# What is expected:
Would you return every line of the listing below that has "canvas" in it?

# Data:
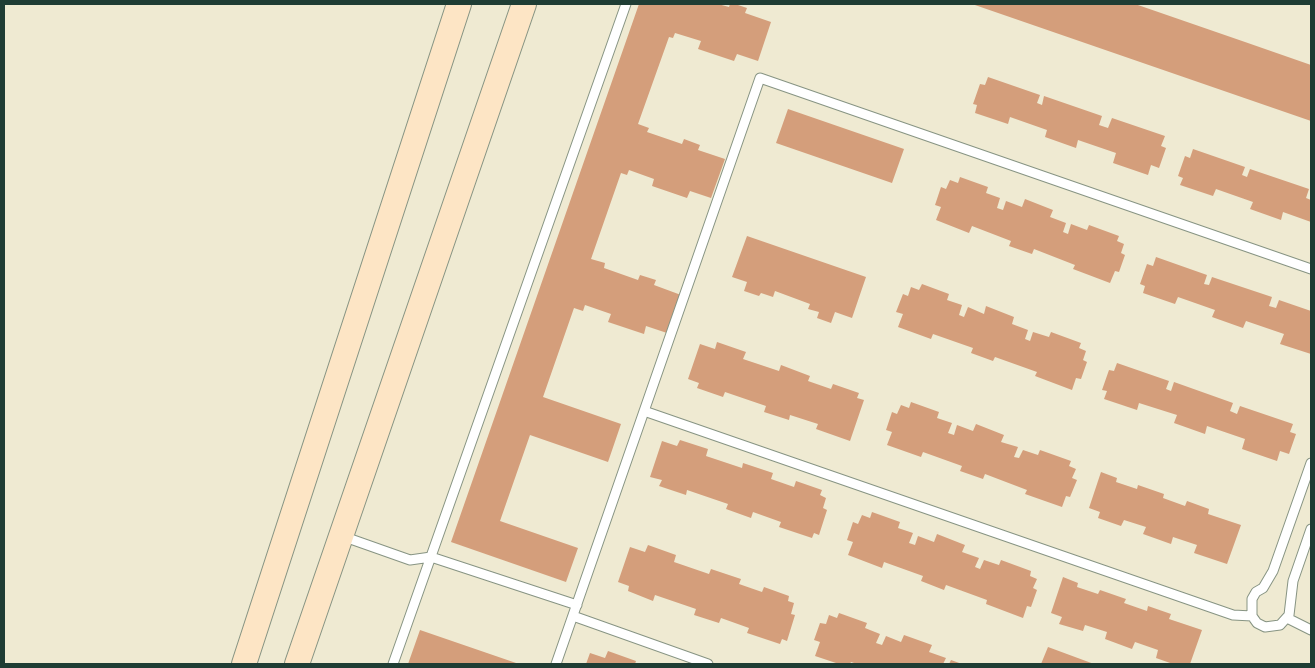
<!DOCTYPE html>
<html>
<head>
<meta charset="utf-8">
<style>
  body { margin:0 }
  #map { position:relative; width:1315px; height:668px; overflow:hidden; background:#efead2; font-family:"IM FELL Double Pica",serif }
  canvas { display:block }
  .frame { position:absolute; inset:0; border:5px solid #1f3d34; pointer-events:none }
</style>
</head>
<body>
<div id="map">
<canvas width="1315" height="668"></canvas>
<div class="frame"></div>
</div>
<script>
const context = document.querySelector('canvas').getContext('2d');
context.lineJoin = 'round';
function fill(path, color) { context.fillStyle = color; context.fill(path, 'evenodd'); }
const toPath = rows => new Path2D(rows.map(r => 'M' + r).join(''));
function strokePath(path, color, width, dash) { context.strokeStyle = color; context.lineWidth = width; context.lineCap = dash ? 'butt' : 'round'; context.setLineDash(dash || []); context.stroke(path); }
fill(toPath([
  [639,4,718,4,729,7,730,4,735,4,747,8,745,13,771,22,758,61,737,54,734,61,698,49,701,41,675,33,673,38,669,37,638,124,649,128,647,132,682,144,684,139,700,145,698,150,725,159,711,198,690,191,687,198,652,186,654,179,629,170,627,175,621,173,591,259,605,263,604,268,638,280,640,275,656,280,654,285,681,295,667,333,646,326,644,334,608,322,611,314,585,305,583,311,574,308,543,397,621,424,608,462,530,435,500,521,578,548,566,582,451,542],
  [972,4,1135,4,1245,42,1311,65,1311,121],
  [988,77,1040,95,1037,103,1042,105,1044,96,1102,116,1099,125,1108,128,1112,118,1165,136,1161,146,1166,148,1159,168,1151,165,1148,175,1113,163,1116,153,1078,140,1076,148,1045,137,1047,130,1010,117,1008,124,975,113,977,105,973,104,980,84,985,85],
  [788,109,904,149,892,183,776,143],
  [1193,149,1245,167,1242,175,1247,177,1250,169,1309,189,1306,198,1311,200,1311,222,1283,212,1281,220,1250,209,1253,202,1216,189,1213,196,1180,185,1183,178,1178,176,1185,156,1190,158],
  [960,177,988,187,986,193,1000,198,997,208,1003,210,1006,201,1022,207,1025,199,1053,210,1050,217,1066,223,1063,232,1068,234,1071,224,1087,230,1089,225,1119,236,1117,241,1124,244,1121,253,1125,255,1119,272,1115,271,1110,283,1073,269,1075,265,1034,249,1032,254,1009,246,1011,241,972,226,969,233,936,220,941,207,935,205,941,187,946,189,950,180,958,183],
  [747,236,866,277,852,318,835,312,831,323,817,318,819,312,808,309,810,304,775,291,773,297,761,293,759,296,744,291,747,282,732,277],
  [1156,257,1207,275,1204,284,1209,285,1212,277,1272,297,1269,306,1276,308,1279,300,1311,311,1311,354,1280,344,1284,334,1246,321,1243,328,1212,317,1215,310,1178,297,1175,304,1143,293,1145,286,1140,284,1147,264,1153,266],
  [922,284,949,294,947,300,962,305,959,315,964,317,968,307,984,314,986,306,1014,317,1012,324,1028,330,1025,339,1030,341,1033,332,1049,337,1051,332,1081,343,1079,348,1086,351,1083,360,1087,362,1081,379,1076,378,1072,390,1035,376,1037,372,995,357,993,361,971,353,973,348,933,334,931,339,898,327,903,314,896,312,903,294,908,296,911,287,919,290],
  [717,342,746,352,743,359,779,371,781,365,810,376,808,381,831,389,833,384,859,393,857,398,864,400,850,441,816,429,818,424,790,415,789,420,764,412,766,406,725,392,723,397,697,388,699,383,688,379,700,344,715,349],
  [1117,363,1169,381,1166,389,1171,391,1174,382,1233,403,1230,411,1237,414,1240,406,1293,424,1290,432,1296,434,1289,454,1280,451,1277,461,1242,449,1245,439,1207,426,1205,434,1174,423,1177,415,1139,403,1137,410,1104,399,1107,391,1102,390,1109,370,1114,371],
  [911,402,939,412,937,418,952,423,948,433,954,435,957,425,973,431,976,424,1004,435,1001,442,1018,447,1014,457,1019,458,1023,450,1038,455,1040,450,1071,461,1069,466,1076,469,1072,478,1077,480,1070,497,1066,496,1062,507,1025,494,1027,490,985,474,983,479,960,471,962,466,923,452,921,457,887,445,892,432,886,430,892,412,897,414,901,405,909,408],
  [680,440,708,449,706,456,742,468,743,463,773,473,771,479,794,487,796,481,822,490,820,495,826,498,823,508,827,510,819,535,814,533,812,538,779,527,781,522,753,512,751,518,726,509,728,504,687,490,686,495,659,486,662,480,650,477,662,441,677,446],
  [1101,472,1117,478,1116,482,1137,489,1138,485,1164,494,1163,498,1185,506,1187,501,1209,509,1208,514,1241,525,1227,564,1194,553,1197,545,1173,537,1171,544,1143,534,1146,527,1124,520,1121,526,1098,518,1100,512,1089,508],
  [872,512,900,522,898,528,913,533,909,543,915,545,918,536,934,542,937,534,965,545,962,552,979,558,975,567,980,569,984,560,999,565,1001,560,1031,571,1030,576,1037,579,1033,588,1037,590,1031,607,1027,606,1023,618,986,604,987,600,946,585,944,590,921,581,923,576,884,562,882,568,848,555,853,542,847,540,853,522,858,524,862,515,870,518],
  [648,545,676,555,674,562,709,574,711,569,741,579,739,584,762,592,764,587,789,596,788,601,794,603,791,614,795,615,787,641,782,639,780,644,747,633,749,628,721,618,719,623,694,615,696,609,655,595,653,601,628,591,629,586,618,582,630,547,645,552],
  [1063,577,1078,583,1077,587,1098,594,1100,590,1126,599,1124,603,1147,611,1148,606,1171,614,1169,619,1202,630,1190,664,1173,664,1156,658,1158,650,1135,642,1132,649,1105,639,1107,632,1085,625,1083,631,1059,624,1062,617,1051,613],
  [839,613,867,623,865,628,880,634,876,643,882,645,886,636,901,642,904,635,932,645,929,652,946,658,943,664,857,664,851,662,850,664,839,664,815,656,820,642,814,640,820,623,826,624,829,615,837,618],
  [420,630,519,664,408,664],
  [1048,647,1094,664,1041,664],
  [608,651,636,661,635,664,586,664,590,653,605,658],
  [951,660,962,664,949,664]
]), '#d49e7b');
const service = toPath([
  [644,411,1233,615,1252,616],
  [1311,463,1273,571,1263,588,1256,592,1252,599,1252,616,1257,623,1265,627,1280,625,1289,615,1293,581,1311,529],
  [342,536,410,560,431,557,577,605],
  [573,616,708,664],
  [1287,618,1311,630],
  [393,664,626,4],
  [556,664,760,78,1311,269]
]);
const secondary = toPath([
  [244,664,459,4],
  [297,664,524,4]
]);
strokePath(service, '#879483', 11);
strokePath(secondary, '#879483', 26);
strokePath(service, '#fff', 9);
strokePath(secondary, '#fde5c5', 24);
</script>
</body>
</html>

# Output of the exercise:
  canvas { display:block }
<canvas width="1315" height="668"></canvas>
const context = document.querySelector('canvas').getContext('2d');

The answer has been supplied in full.